◆ EXERCISE ◆
Establish the number of lines below that contain the string "direction". State that number alone.

[Stored items]
◇ ◇ ◇ ◇ ◇

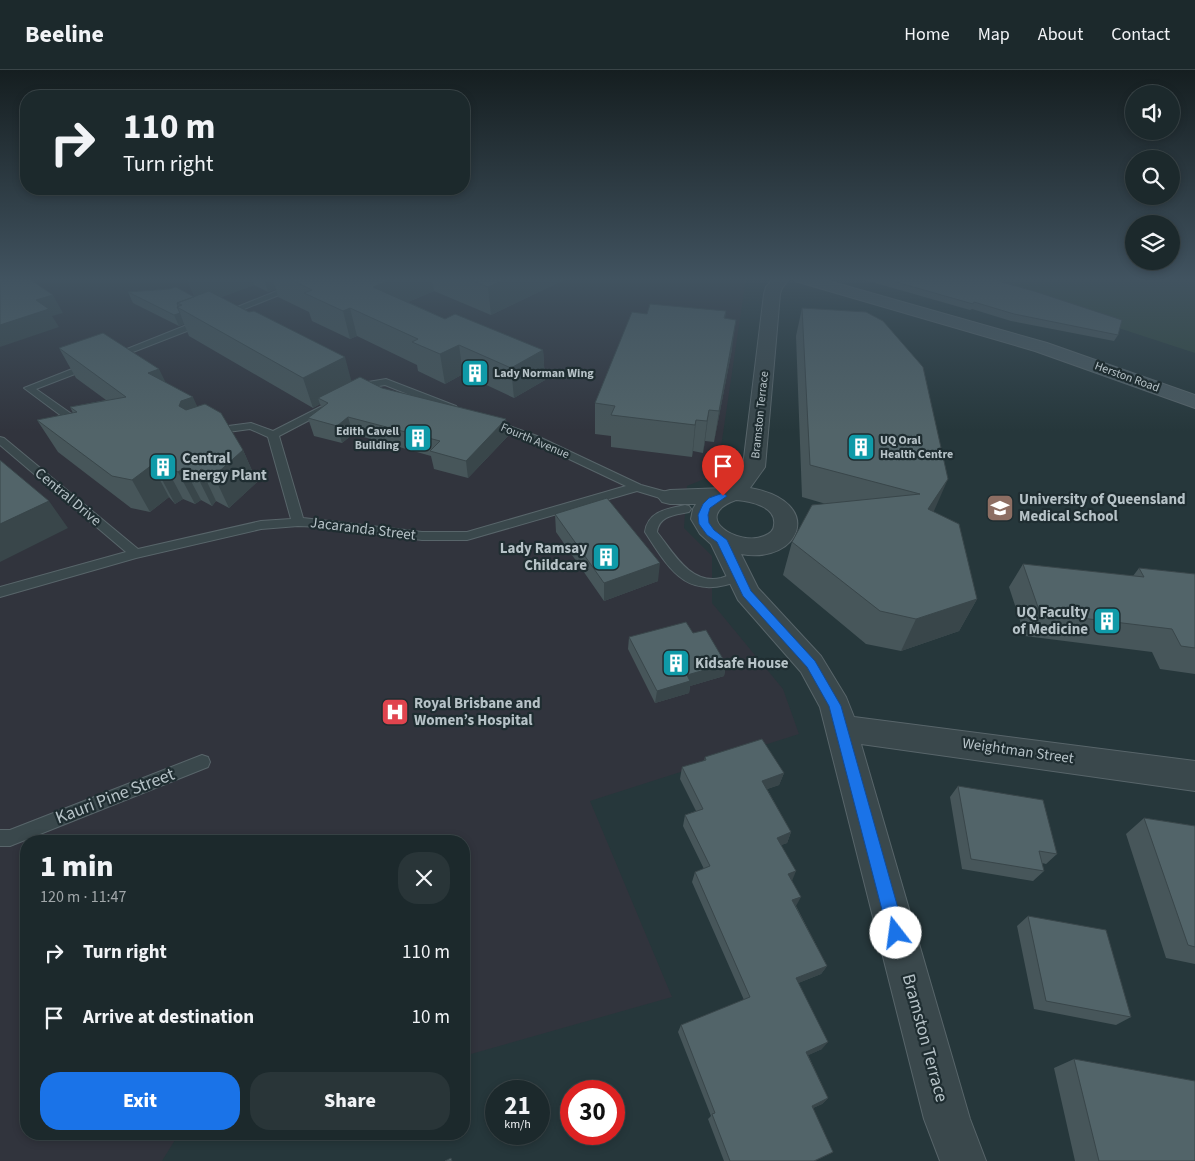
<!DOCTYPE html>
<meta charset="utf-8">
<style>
:root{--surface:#1c292c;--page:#293538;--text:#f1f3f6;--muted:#a0a6a9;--line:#3a4548;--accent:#1a73e8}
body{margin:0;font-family:"Source Sans 3",sans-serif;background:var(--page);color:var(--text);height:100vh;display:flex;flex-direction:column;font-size:19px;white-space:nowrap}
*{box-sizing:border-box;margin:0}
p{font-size:16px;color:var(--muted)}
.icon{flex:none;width:28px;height:28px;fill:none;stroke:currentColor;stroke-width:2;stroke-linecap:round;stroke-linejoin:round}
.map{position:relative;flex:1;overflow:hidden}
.sheet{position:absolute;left:20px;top:765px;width:450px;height:305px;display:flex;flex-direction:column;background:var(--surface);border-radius:20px;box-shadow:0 2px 8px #0003,0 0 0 1px var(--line)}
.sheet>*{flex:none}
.hud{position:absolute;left:20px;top:20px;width:450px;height:105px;border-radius:20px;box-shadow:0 2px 8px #0003,0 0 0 1px var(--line);background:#1c292c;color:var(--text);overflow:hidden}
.buttons{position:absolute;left:1125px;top:15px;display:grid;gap:10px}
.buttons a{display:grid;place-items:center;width:55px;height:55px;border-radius:50%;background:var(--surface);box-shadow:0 2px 8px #0003,0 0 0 1px var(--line);font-size:25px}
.speed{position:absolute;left:485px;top:1010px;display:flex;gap:10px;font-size:25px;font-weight:700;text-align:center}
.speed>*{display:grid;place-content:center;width:65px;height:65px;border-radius:50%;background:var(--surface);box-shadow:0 2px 8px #0003,0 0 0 1px var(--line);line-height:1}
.speed small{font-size:12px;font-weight:400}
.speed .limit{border:8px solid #d22;background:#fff;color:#111}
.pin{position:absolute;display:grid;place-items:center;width:42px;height:42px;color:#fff;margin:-51px -21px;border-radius:50% 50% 50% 0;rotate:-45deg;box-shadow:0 0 5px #0007}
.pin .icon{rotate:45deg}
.me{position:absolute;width:55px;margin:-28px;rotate:345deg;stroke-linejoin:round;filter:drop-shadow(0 0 4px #0008)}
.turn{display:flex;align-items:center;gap:18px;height:105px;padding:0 20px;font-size:22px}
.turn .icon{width:65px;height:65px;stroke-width:2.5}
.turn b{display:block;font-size:35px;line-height:42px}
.round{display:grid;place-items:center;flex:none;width:52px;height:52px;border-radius:20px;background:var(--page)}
.overview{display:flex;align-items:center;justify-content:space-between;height:85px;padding:0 20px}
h1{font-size:30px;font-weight:800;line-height:38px}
.cta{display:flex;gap:10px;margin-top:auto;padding:10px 20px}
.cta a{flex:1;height:58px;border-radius:20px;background:var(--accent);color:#fff;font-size:20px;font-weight:800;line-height:58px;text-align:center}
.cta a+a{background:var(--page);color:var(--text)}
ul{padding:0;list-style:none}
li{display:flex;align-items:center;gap:15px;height:65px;padding:0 20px}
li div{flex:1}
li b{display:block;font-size:19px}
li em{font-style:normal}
header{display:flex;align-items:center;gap:30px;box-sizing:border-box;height:70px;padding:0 25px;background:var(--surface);border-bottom:1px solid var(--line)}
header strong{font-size:24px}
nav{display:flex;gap:28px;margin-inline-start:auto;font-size:18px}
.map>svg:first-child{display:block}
</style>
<header>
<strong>Beeline</strong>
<nav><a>Home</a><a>Map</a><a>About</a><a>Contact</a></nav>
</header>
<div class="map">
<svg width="1195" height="1091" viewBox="0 0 1195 1091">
<rect width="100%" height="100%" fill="#26373b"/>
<!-- medical -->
<path fill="#31343d" d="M0 208H746L717 404 687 416 684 458 712 486V533L783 619 799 664 590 731 672 927 464 986V771H26V1064H196L175 1070 162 1091H0Z"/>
<!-- green -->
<path fill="#30463e" d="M966 208H1195V283Z"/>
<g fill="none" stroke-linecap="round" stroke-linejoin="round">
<!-- service casing -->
<g stroke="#58656a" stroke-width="2">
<path id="service" d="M309 208H321L227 246 220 244Z
M202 249 206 252 205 254 115 289 112 290 107 287Z
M90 292 95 295 93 297 36 319 83 352 84 354 83 356H75L24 318Z
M386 309 456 336 457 338 452 341 448 340 385 315 373 317 357 324 352 321 368 312Z
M334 330 339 333 338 335 279 366 303 448 422 462H467L626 416 529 370 486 354 485 352 486 350 490 349 537 366 641 415 674 424 676 427 670 431 637 421 467 470H422L323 457 298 456 261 459 136 488 0 527V517L126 482 0 375V367L4 368 138 479 261 451 291 449 268 367 250 359 213 364 208 361 213 358 251 353 273 361Z
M685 435 689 436 691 439 689 442C676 445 659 445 657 462 673 482 690 515 721 508 729 506 735 500 744 503L746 506 744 509C689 531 673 506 645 462 648 441 667 439 685 435Z
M202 685 208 687 210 692 208 697 10 776H0V760H10Z"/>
</g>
<!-- minor casing -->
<g stroke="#58656a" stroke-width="2">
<path id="minor" d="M774 208H790L782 218 780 224 765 397 750 418C826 431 801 495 741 484L758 518 821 586 846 627 854 647 1195 691V721L861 674 970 1049 986 1091H940L924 1049 820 637 801 602 738 530 711 474 700 464 691 449 693 439 696 434H670L662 432 658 427 662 422 670 420 726 418 743 396 764 224 766 217ZM736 430C749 431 777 436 774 455 774 461 769 464 764 466 739 477 689 447 736 430Z"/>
</g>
<!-- secondary casing -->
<g stroke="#58656a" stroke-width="2">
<path id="secondary" d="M793 208H818L1047 273 1195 325V338L1035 281 795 211Z"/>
</g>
<!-- service -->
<use href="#service" fill="#3a484c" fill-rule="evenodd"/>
<!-- minor -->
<use href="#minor" fill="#3a484c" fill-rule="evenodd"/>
<!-- secondary -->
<use href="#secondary" fill="#48585e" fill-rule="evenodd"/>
</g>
<!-- wall -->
<path fill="#47565a" d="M187 208H568L491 245 434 221 408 232 445 249 543 280 545 310 514 328 463 304 445 314 418 301 417 295 357 266 350 269 312 251 309 242 278 227 276 219 268 222 254 215 221 227 352 311 506 349 508 366 468 408 434 399 431 386 353 364 342 373 314 366 308 348 322 338 320 334 313 338 189 266 184 254 179 256 133 233 128 222 194 226Z
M858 208H993L999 210 998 212 1118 265 1114 271 1011 251 972 239 970 240Z
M802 238 933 442 977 529 959 561 901 581 866 574 783 505 792 472 826 434 802 427 796 266Z
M726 241 725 248 732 279 714 372 705 371 703 383 693 381 692 387 611 377V366L595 364V333Z
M59 278 166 313 197 336 243 380 257 412 229 438 216 431 212 436 201 430 195 434 183 429 175 434 169 427 150 442 131 438 58 382 37 350 73 343 70 337 106 330 76 308Z
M555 444 658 511 604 531 556 462Z
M1023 494 1133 506 1139 498 1195 504V604L1160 599 1152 582 1025 566 1009 517Z
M693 563 726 594 724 606 690 616 689 623 655 633 628 579 629 567Z
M705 687 784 703 779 715 767 719 791 762 787 773 781 775 792 811 796 836 827 896 821 904 798 913 822 979 808 985 828 1028 822 1034 813 1038 833 1082 815 1091H724L708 1049 711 1046 678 962 681 955 744 930 692 812 695 802 704 799 683 756 685 745 696 741 680 709 682 697 704 691Z
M958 716 1057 784 1046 794 1042 793 1044 801 1033 811 962 799 950 727Z
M1144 748 1195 756V894L1166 888 1126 764Z
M1028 846 1131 947 1116 955 1034 939 1017 856Z
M1074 989 1195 1091H1075L1054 998Z"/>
<!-- shaded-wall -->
<path fill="#39464a" d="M188 208H252L254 215 198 236 187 209Z
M264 208H272L276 219 268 222Z
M395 208H432L434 221 379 244 373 217Z
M508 208H568L491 245 488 217Z
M53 225 63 243 52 246 59 257 0 277V255L36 230Z
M350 238 357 266 350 269 343 241Z
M180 243 184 254 179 256 174 245Z
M736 250 732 279 714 372 719 341Z
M459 275 463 304 445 314 440 284Z
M543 280 545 310 514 328 511 298Z
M345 287 353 317 318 328 320 334 313 338 303 308Z
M159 299 174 329 148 303Z
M193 327 207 358 179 336 181 331Z
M709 340 705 371 703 383 707 351Z
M348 347 353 364 342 373 337 356Z
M506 349 508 366 468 408 466 391Z
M696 350 693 381 692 387 695 355Z
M243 380 257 412 229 438 214 406Z
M152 395 169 427 150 442 132 410Z
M166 397 183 429 175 434 158 402Z
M184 398 201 430 195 434 178 402Z
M201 399 216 431 212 436 196 404Z
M948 409 934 441 914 472 928 439Z
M49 431 68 458 0 492V454Z
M660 493 658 511 604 531V513Z
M977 529 959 561 901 581 916 549Z
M726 594 724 606 690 616 689 623 655 633 657 621 687 605Z
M784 703 779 715 758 722 762 711Z
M791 762 787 773 773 778 777 768Z
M796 801 792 811 788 804Z
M801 827 796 836 792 830Z
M827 896 821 904 791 916 796 908Z
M828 972 822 979 800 989 806 982Z
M828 1028 822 1034 806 1041 812 1036Z"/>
<!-- building -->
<path fill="#526469" stroke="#39464a" d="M0 208H28L53 225 36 230 49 239 0 255Z
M288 208H395L373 217 445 249 455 244 543 280 511 298 459 275 440 284 412 272 418 269 350 238 343 241 304 223 312 220Z
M465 208H508L488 217Z
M882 208H993L999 210 998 211 1034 221 1122 250 1118 265 1014 244 974 232 973 234Z
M176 217 194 227 177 233 178 236 177 237 180 243 174 245 128 222 169 219Z
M209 221 249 242 254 241 345 287 303 308 177 237 182 235 177 233Z
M650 234 726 241 724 248 736 250 719 341 709 340 707 351 696 350 695 355 611 345 615 336 595 333 632 242 647 244Z
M802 238 866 242 883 251 923 297 948 409 928 439 959 454 977 529 916 549 880 541 792 472 812 435 920 424 810 395Z
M103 263 159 299 148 303 193 327 181 331 179 336 186 340 205 334 221 343 243 380 214 406 201 399 196 404 184 398 178 402 166 397 158 402 152 395 132 410 112 406 37 350 77 342 70 337 126 327 59 278Z
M360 307 382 318 506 349 466 391 430 381 440 371 348 347 337 356 308 348 328 333 318 328Z
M0 390 49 431 0 454Z
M607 428 660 493 604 513 555 444Z
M1023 494 1144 507 1139 498 1195 504V578L1181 576 1172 559 1040 543Z
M686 552 693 563 706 560 726 594 687 605 690 611 657 621 629 567Z
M762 669 784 703 762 711 791 762 777 768 796 801 788 804 801 827 792 830 827 896 796 908 828 972 806 982 828 1028 812 1036 833 1082 814 1091H730L712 1044 715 1043 681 955 750 927 695 802 710 796 685 745 703 739 682 697 706 690 705 687Z
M958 716 1043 730 1057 784 1039 781 1044 801 971 789Z
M1144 748 1195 756V877L1188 875Z
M1028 846 1106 860 1131 947 1046 931Z
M1074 989 1195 1011V1091H1099Z
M451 1088 452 1091H445Z"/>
<!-- sky -->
<linearGradient id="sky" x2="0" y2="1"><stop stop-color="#151e20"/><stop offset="0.58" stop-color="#415360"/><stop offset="1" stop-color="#415360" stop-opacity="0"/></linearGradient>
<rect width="1195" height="361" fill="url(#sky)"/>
<!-- route -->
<path fill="#1a73e8" stroke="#114b97" d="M723 423 727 426 710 438 708 445 709 453 714 460 727 470 751 521 815 591 841 636 905 863 902 869 896 871 891 869 888 863 829 636 807 597 743 526 717 472 707 465 699 454 698 445 703 434 709 428Z"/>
<!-- icons -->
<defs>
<g id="building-square" transform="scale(1.4375)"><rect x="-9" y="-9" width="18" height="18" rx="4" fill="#0f9aa8" stroke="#1f2d31"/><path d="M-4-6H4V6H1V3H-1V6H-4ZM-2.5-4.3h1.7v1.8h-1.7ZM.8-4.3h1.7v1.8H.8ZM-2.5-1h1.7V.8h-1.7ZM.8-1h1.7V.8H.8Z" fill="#fff"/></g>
<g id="university-square" transform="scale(1.4375)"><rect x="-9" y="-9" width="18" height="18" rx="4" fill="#8d6e63" stroke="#1f2d31"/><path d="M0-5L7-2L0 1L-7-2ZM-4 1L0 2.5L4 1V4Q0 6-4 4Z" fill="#fff"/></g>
<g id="hospital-square" transform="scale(1.4375)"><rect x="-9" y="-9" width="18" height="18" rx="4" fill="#e0444e" stroke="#1f2d31"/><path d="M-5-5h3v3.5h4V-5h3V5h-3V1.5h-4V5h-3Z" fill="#fff"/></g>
</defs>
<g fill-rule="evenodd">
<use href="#building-square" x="475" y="303"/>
<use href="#building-square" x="418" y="368"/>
<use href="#building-square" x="861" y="377"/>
<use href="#building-square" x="163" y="397"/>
<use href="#university-square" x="1000" y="438"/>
<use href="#building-square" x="606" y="487"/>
<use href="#building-square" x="1107" y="551"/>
<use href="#building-square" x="676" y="593"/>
<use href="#hospital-square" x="395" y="642"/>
</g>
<g text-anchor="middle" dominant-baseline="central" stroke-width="4.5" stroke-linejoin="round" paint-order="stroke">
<!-- far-poi labels -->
<g font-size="12" font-weight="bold" fill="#b6c2c7" stroke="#1f2d31" text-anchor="start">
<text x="494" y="303">Lady Norman Wing</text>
<text x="399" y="361" text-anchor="end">Edith Cavell<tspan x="399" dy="14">Building</tspan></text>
<text x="880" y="370">UQ Oral<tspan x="880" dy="14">Health Centre</tspan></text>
</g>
<!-- far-street labels -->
<g font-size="12" fill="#b6c2c7" stroke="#1f2d31">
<text transform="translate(1127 307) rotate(20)">Herston Road</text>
<text transform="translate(760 345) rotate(-84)">Bramston Terrace</text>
<text transform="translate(535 371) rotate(23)">Fourth Avenue</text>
</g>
<!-- poi labels -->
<g font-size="15" font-weight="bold" fill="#b6c2c7" stroke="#1f2d31" text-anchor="start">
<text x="182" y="388">Central<tspan x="182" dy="17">Energy Plant</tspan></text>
<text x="1019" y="429">University of Queensland<tspan x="1019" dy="17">Medical School</tspan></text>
<text x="587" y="478" text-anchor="end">Lady Ramsay<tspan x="587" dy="17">Childcare</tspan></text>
<text x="1088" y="542" text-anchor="end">UQ Faculty<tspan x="1088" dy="17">of Medicine</tspan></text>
<text x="695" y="593">Kidsafe House</text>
<text x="414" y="633">Royal Brisbane and<tspan x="414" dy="17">Women’s Hospital</tspan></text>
</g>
<!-- street labels -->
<g font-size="15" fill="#b6c2c7" stroke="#1f2d31">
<text transform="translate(68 427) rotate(40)">Central Drive</text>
<text transform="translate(363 459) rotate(7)">Jacaranda Street</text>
<text transform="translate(1018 681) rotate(8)">Weightman Street</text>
</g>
<!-- near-street labels -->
<g font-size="18" fill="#b6c2c7" stroke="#1f2d31">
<text transform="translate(115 726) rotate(-21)">Kauri Pine Street</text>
<text transform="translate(925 968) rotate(75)">Bramston Terrace</text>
</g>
</g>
</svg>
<div class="buttons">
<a><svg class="icon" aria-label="sound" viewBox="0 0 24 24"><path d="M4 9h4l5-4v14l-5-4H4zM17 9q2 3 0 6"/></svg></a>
<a><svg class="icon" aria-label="search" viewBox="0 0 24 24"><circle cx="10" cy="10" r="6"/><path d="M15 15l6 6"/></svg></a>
<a><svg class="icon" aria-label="layers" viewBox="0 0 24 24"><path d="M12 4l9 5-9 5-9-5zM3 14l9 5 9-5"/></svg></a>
</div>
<div class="speed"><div>21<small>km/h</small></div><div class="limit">30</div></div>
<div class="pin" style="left:723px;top:426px;background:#d93025"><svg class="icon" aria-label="arrive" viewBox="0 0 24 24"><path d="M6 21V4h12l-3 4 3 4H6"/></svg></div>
<svg class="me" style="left:896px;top:863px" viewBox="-20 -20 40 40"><circle r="19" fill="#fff"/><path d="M0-13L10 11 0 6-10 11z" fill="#1a73e8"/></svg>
<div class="hud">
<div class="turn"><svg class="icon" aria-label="right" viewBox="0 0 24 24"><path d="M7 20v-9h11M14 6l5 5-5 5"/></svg><div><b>110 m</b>Turn right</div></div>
</div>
<section class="sheet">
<div class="overview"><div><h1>1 min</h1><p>120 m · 11:47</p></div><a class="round"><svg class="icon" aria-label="close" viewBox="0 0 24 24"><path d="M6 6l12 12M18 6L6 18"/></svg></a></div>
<ul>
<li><svg class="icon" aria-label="right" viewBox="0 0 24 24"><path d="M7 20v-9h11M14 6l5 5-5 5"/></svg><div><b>Turn right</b></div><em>110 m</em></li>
<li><svg class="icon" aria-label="arrive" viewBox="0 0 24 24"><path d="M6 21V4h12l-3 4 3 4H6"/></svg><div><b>Arrive at destination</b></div><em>10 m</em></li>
</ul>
<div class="cta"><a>Exit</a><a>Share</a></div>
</section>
</div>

◇ ◇ ◇ ◇ ◇

◆ TASK ANSWER ◆
2